"Killa!"
Lisa yang baru masuk kelas mereka menyerukan namanya dan membuat si pemilik nama terlonjak di bangkunya.
Killa melotot pada Lisa karena telah membuatnya kaget pada pagi hari itu. Lisa hanya nyengir. Menampilkan deretan giginya yang rapi.
"Kill," kata Lisa. Ia duduk di bangkunya. Di sebelah Killa.
"Apa?"
"Gue tadi ngeliat Adam, dia jalan pelan gitu. Terus gue liat kakinya, telapak kakinya maksudnya, luka, dibalut gitu. Bukan cuma itu deng. Tangan sama dahinya juga luka. Itu kenapa, ya?"
Killa terdiam selama beberapa detik. Bingung mau mengatakannya atau tidak.
"Ya karena luka. Makanya dibalut," ucap Killa akhirnya.
Temannya itu malah menyipitkan matanya, jelas tahu bahwa ada yang disembunyikan oleh Killa.
"Cerita dong, Kill," kata Lisa sambil memegang lengannya.
Killa menarik lengannya yang dipegang Lisa. "Itu masalah dia."
"Tapi lo tau?"
"Iya," jawabnya seraya mengangguk.
"Masalah serius, ya?" tanya Lisa lagi. Tumben air mukanya serius.
"Iya. Makanya lo nggak usah tanya-tanya."
Lisa berdecak pelan. "Yaudah deh."
Killa mengangguk. Lega karena Lisa tidak bertanya-tanya lagi. Beberapa saat setelah itu, dua temannya, Olive dan Nadia datang dan duduk di bangku mereka. Di belakang bangku Killa dan Lisa.

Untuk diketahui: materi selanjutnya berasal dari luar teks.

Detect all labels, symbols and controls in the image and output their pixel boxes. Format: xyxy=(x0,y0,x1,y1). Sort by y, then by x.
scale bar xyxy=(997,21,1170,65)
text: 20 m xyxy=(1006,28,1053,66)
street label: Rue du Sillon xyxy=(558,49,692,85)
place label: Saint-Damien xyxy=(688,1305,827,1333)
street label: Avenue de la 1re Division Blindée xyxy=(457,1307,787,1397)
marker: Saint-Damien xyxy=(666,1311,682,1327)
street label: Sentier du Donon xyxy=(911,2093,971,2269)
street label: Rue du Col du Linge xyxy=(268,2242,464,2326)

"Kill, gue dititipi pesan sama seseorang. Buat lo." Perkataan Nadia itu sontak membuat Killa yang sedang membaca novel di aplikasi ponselnya menoleh padanya.
Sebelum Killa sempat bertanya, Nadia sudah melanjutkan perkataannya, "nanti sepulang sekolah katanya Adam mau ke rumah lo. Terus katanya lagi lo suruh pake jaket."

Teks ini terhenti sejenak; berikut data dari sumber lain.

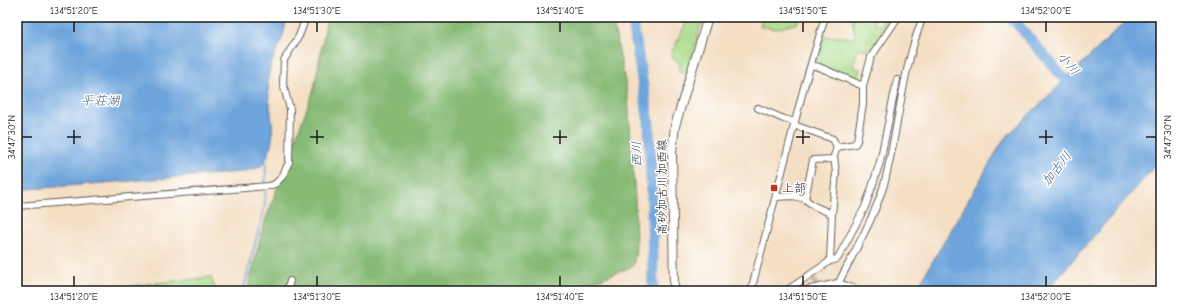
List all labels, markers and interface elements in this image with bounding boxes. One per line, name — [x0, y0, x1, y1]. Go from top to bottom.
text: 134°51'20"E — [50, 5, 98, 17]
text: 134°51'30"E — [293, 5, 341, 17]
text: 134°51'40"E — [536, 5, 584, 17]
text: 134°51'50"E — [779, 5, 827, 17]
text: 134°52'00"E — [1021, 5, 1071, 17]
water label: 小川 — [1054, 49, 1083, 78]
water label: 平荘湖 — [80, 93, 120, 108]
text: 34°47'30"N — [6, 115, 18, 159]
text: 34°47'30"N — [1162, 115, 1174, 159]
street label: 高砂加古川加西線 — [655, 139, 669, 235]
water label: 西川 — [629, 141, 644, 167]
water label: 加古川 — [1038, 148, 1074, 188]
place label: 上部 — [782, 181, 806, 195]
marker: 上部 — [769, 183, 779, 193]
text: 134°51'20"E — [50, 291, 98, 303]
text: 134°51'30"E — [293, 291, 341, 303]
text: 134°51'40"E — [536, 291, 584, 303]
text: 134°51'50"E — [779, 291, 827, 303]
text: 134°52'00"E — [1021, 291, 1071, 303]

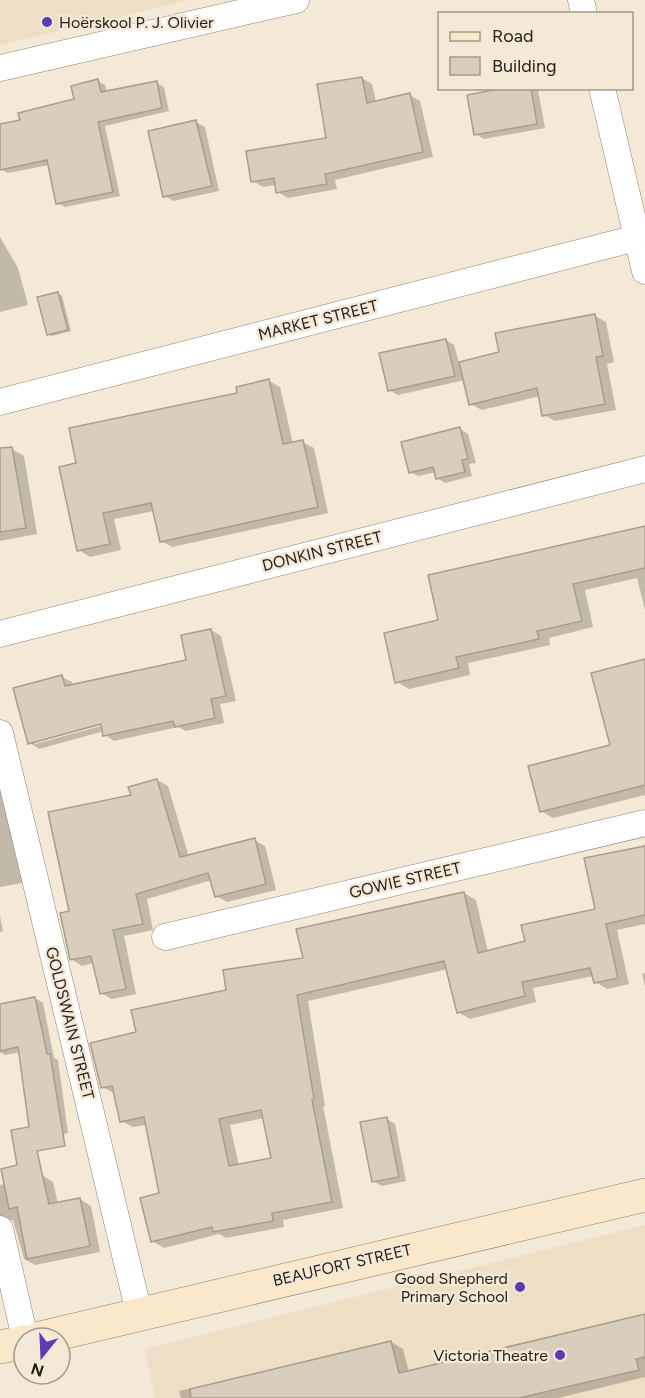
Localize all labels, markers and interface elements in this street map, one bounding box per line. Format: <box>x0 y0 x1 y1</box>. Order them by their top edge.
legend <box>438 12 633 90</box>
place label: Hoërskool P. J. Olivier <box>59 13 214 32</box>
marker: Hoërskool P. J. Olivier <box>40 15 54 29</box>
text: Road <box>492 25 533 47</box>
text: Building <box>492 55 557 77</box>
street label: MARKET STREET <box>256 296 380 344</box>
street label: DONKIN STREET <box>260 527 384 575</box>
street label: GOWIE STREET <box>347 858 463 902</box>
street label: GOLDSWAIN STREET <box>42 945 98 1101</box>
street label: BEAUFORT STREET <box>271 1240 413 1290</box>
place label: Good Shepherd Primary School <box>395 1269 508 1306</box>
marker: Good Shepherd Primary School <box>513 1280 527 1294</box>
north arrow <box>12 1326 72 1386</box>
place label: Victoria Theatre <box>433 1346 548 1365</box>
marker: Victoria Theatre <box>553 1348 567 1362</box>
text: N <box>29 1359 46 1381</box>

"Wih!" Tiba-tiba Lisa berseru.
"Mau ke mana lah..." Olive ikut-ikutan.
"Dia bilang gitu?" tanya Killa memastikan. Ia melotot pada Olive dan Lisa yang tersenyum-senyum padanya.
"Iya. Iya kan, Live?" Nadia menoleh pada Olive, dan cewek itu mengangguk.
"Oke, makasih," ucap Killa. "Apa?" tanyanya pada Lisa yang masih senyum-senyum padanya.
"Mau ke mana sih, Kill? Nge-date, ya?"
"Sembarangan!"
"Terus mau ke mana?" tanya Lisa. Cewek itu memang punya tingkat ke-kepoan yang tinggi.
"Ya gue juga nggak tau lah!"
"Oh, gitu," ucap Lisa dengan suara kecil seraya mengangguk.
"Tadi gue liat Adam nggak pake sepatu lho, Kill. Terus telapak kakinya, dahi, sama tangannya luka. Itu kenapa?" tanya Olive.
"Ya luka," jawab Killa. Killa menghela napas pelan. Lelah juga menghadapi teman-teman yang kepo. "Udah deh jangan tanya-tanya lagi."
"Cerita sih, Kill," rengek Olive. Dua temannya mengangguk.
"Nggak!" kata Killa tegas.
"Nanti kita tanya sama Adamnya langsung aja," kata Lisa. Killa langsung melotot padanya.
"Jangan. Itu ada kaitannya sama keluarganya," kata Killa akhirnya.
Tiga temannya terdiam menatapnya. Membaca raut wajah Killa, mencari tahu siapa tahu Killa bohong.
"Gue serius."
"Oke, deh," ucap Lisa. Olive dan Nadia mengangguk.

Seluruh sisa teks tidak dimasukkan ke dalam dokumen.